Problem requirements: Print, exactly as written, every line from the first line of the records below through the line containing "background:var(--page); color:var(--text); height:100vh;", and nothing further.

BEGIN Exercise inputs

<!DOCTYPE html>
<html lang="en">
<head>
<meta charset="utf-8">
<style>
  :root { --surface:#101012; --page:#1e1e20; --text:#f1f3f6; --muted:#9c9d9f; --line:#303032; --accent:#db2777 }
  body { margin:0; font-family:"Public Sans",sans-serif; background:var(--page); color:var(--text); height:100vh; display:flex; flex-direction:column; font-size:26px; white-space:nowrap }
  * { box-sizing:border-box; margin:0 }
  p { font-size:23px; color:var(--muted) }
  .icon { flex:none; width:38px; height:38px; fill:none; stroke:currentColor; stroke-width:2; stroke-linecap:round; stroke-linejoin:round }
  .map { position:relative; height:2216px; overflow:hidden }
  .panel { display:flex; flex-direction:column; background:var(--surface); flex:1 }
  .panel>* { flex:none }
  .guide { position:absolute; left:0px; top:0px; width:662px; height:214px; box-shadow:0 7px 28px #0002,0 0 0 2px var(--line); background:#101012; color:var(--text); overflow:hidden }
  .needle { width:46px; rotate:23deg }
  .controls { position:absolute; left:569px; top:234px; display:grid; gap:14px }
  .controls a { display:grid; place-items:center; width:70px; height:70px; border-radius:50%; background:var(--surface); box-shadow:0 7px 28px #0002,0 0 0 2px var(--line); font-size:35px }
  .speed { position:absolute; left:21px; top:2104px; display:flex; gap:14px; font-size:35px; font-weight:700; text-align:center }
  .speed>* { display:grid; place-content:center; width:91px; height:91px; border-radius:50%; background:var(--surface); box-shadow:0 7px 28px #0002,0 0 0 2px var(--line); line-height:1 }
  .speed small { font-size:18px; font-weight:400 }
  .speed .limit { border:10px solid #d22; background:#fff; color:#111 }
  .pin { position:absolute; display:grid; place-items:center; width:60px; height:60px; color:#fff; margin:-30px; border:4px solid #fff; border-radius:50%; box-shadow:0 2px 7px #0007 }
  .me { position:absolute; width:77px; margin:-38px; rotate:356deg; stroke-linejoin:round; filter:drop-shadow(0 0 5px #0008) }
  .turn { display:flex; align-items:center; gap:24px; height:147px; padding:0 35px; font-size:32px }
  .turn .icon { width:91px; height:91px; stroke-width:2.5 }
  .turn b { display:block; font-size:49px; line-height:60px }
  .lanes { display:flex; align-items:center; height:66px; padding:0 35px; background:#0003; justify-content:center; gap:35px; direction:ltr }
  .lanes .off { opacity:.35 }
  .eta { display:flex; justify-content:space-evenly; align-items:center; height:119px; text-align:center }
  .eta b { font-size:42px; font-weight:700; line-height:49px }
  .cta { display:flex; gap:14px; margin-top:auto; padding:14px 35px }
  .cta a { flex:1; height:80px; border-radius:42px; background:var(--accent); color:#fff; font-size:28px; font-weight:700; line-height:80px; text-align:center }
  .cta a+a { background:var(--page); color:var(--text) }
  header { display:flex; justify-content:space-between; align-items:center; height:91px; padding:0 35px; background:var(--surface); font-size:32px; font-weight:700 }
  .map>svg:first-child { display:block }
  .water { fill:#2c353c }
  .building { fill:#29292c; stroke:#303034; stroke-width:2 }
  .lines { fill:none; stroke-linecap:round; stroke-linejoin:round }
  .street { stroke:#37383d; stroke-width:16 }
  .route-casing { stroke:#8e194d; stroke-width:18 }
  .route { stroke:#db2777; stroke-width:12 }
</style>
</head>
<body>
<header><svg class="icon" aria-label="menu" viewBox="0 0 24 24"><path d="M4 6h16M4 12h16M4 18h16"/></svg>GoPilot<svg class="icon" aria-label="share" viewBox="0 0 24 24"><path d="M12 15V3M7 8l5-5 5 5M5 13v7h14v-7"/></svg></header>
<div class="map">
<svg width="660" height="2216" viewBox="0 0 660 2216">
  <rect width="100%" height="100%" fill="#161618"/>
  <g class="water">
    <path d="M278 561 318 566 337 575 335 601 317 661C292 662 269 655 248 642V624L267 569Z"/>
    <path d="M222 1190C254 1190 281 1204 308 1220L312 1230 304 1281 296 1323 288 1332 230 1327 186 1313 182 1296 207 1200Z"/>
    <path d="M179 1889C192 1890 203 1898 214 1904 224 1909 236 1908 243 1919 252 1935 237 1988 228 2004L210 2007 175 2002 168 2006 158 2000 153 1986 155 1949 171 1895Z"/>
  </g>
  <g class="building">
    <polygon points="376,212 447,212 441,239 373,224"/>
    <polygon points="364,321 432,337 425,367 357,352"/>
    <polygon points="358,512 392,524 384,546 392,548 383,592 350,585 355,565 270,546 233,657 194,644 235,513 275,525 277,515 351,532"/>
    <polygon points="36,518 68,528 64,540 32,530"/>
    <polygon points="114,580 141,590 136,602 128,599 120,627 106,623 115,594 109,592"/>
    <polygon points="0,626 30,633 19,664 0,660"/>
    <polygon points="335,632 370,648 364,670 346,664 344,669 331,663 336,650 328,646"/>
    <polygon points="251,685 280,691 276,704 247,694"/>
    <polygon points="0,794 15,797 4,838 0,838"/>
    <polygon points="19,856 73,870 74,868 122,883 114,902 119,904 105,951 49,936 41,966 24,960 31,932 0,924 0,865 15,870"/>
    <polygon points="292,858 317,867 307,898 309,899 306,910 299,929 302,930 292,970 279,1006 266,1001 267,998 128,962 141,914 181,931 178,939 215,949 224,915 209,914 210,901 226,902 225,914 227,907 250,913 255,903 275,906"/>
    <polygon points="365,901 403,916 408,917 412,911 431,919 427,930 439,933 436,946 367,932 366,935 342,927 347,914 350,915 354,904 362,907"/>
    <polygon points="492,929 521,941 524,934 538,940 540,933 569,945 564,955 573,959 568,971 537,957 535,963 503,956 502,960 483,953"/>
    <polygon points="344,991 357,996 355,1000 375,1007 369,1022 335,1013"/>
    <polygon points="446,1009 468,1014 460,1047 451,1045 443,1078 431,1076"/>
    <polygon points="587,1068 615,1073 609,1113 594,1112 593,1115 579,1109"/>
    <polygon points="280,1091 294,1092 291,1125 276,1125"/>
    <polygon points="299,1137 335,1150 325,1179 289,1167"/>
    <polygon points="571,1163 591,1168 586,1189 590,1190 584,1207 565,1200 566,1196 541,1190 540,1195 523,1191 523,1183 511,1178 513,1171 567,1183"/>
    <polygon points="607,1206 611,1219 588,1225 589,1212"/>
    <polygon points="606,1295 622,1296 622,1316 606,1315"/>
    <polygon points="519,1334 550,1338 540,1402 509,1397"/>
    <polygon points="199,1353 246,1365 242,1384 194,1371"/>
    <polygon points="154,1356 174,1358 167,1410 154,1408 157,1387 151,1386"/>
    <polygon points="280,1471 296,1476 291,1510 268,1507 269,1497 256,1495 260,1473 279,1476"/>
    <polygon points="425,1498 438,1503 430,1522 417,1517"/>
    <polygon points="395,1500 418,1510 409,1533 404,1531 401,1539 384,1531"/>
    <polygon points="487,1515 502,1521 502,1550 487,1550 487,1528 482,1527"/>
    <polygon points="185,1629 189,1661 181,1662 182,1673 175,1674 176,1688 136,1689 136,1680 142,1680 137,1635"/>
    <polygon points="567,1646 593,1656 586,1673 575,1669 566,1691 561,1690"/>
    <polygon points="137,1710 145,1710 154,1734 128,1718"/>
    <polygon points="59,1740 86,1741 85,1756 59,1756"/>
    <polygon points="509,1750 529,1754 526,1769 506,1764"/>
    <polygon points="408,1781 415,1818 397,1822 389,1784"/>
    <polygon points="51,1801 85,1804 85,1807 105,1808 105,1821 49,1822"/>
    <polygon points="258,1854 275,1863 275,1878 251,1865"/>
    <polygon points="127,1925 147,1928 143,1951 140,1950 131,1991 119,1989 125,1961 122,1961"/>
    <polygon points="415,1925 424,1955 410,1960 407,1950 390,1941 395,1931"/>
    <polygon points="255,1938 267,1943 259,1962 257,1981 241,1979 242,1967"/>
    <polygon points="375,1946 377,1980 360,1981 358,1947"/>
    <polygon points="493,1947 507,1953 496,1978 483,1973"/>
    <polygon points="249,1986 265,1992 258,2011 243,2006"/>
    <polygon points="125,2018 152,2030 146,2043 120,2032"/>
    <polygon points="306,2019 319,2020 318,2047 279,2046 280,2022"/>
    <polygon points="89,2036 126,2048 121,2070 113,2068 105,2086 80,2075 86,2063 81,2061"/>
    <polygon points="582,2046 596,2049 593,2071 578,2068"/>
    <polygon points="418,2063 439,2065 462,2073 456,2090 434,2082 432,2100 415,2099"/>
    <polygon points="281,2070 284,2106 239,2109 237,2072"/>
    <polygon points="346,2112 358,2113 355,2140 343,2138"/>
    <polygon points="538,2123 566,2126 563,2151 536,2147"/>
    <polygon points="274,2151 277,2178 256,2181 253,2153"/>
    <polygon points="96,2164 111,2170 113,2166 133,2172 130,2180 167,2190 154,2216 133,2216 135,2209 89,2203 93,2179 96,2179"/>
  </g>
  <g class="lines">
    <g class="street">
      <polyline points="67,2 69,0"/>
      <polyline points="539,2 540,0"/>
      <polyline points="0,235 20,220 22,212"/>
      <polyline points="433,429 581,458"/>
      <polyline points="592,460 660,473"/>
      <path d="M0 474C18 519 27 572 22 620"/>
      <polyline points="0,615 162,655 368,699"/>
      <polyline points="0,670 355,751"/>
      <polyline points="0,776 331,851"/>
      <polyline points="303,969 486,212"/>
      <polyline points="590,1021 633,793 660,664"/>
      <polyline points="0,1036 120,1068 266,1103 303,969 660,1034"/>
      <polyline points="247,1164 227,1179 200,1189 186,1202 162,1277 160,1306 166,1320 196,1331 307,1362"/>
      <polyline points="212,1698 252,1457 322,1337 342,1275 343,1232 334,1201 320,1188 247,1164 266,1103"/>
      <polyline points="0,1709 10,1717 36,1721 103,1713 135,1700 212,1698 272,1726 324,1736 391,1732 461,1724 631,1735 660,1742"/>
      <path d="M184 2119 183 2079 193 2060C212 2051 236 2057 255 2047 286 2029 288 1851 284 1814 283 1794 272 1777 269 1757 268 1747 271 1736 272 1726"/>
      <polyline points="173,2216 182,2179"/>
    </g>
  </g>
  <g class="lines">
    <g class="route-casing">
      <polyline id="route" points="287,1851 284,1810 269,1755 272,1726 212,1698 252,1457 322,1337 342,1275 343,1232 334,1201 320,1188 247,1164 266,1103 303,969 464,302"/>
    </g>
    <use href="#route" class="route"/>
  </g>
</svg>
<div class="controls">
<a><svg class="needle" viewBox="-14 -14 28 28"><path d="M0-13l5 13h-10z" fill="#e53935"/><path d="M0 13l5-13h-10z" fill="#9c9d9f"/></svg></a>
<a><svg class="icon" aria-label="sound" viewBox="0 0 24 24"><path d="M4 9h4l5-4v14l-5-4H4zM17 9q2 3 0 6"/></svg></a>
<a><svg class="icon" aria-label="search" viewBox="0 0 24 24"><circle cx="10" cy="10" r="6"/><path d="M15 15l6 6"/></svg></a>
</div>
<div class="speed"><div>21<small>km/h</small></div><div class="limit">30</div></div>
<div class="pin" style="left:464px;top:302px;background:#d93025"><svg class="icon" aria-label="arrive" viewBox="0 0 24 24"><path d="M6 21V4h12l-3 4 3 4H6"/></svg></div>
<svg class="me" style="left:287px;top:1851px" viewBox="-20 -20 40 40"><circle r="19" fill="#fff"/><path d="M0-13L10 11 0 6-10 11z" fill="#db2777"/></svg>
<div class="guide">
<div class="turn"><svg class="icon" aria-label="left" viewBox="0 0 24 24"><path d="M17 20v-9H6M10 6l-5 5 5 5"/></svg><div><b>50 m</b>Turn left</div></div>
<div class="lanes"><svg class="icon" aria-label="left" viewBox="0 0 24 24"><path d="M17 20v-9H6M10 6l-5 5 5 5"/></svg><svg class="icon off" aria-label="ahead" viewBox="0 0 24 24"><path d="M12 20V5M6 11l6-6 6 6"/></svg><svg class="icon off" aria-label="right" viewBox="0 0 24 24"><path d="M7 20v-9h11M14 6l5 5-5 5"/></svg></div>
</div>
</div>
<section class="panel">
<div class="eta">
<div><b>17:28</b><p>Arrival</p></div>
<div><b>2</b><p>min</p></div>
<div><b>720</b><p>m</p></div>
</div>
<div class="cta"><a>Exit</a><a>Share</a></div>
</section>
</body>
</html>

END Exercise inputs

Solution:
<!DOCTYPE html>
<html lang="en">
<head>
<meta charset="utf-8">
<style>
  :root { --surface:#101012; --page:#1e1e20; --text:#f1f3f6; --muted:#9c9d9f; --line:#303032; --accent:#db2777 }
  body { margin:0; font-family:"Public Sans",sans-serif; background:var(--page); color:var(--text); height:100vh; display:flex; flex-direction:column; font-size:26px; white-space:nowrap }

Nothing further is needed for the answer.